Results: These patients had not only common SLE symptoms, but also 14 types of neuropsychiatric (NP) presentations. Proteinuria (61%), fever (55%), and infection (47%) were frequent SLE-related symptoms, while seizure (47%), delirium (26%), and headache (18%) were frequently seen NP presentations. These patients also presented abnormal laboratory tests, including positive antinuclear antibodies (78%), low levels of serum complement-3 (76%), abnormal erythrocyte sedimentation rate (68%), and higher levels of serum immunoglobulin G (59%) as well as abnormal cranial magnetic resonance imaging findings (58%). Following treatment with corticosteroids, immunosuppressants, anti-epileptics, and antipsychotics, 53 patients survived and most of them had no NP-related sequels.

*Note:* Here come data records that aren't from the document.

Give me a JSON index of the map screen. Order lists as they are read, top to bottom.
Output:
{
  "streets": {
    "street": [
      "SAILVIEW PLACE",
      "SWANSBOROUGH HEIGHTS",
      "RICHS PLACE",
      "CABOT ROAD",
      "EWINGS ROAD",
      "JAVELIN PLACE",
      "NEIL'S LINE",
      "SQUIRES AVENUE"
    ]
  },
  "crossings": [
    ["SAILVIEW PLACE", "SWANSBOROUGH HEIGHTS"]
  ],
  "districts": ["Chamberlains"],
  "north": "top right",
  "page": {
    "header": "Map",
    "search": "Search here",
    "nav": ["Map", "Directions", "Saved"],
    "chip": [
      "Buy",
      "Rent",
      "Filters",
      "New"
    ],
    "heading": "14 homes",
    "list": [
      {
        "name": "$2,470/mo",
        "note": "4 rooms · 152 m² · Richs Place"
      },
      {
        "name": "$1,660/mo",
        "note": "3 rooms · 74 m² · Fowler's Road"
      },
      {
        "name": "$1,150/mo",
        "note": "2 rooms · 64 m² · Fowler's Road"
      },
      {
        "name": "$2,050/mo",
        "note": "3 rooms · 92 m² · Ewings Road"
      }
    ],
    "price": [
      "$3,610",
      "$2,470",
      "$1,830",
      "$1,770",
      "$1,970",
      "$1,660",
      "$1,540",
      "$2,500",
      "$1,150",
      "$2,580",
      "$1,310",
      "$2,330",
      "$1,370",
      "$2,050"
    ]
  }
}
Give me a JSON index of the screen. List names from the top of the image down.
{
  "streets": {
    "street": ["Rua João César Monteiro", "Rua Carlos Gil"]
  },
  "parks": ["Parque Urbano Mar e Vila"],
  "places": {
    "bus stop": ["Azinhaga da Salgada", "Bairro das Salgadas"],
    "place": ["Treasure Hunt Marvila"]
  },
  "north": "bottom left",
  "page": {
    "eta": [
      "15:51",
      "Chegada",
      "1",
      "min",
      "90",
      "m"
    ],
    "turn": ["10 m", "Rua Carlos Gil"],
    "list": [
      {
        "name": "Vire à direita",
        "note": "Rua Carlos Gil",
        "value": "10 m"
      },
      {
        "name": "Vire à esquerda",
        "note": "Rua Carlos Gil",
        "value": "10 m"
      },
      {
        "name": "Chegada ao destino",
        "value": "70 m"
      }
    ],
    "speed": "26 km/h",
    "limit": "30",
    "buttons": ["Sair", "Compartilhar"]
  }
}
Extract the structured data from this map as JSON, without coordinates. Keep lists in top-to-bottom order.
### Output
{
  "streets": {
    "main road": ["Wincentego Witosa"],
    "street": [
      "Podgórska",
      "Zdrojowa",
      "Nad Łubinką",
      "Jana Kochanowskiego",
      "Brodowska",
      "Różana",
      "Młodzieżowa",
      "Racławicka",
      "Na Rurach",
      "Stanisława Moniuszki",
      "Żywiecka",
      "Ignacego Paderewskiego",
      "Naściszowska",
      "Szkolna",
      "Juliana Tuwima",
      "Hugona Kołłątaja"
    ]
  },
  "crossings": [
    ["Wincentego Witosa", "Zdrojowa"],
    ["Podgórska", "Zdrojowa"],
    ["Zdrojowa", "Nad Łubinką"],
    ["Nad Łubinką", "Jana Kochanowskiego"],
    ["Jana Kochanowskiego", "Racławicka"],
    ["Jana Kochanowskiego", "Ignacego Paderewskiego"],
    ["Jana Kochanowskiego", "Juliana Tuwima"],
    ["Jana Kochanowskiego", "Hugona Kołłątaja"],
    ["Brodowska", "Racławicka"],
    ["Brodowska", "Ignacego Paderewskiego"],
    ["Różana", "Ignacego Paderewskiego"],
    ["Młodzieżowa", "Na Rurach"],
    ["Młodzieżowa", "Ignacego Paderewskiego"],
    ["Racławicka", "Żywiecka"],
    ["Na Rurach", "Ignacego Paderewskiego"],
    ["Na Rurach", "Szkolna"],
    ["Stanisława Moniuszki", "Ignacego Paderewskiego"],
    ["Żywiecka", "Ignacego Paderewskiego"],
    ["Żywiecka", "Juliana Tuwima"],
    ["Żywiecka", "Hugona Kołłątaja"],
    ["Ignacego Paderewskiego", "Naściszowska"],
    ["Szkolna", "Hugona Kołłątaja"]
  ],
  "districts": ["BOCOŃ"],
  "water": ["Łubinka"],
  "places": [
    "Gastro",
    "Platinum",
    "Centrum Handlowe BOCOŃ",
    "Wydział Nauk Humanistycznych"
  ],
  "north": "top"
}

Conclusion: Patients with NPSLE may display various clinical manifestations and laboratory abnormalities. These patients can be effectively treated with corticosteroids and immunosuppressants.
Introduction
Neuropsychiatric systemic lupus erythematosus (NPSLE) is a specific disease, and its clinical manifestations involves the central and the peripheral nervous system range from life-threatening manifestations to subtle abnormalities.[1] Neuropsychiatric systemic lupus erythematosus may be the first indication of systemic lupus erythematosus (SLE) in patients without disease activity in other organ systems.[2] It represents a major cause of morbidity and mortality in SLE patients.[3-8] Therefore, recognition, early diagnosis and treatment of NPSLE are of great significance.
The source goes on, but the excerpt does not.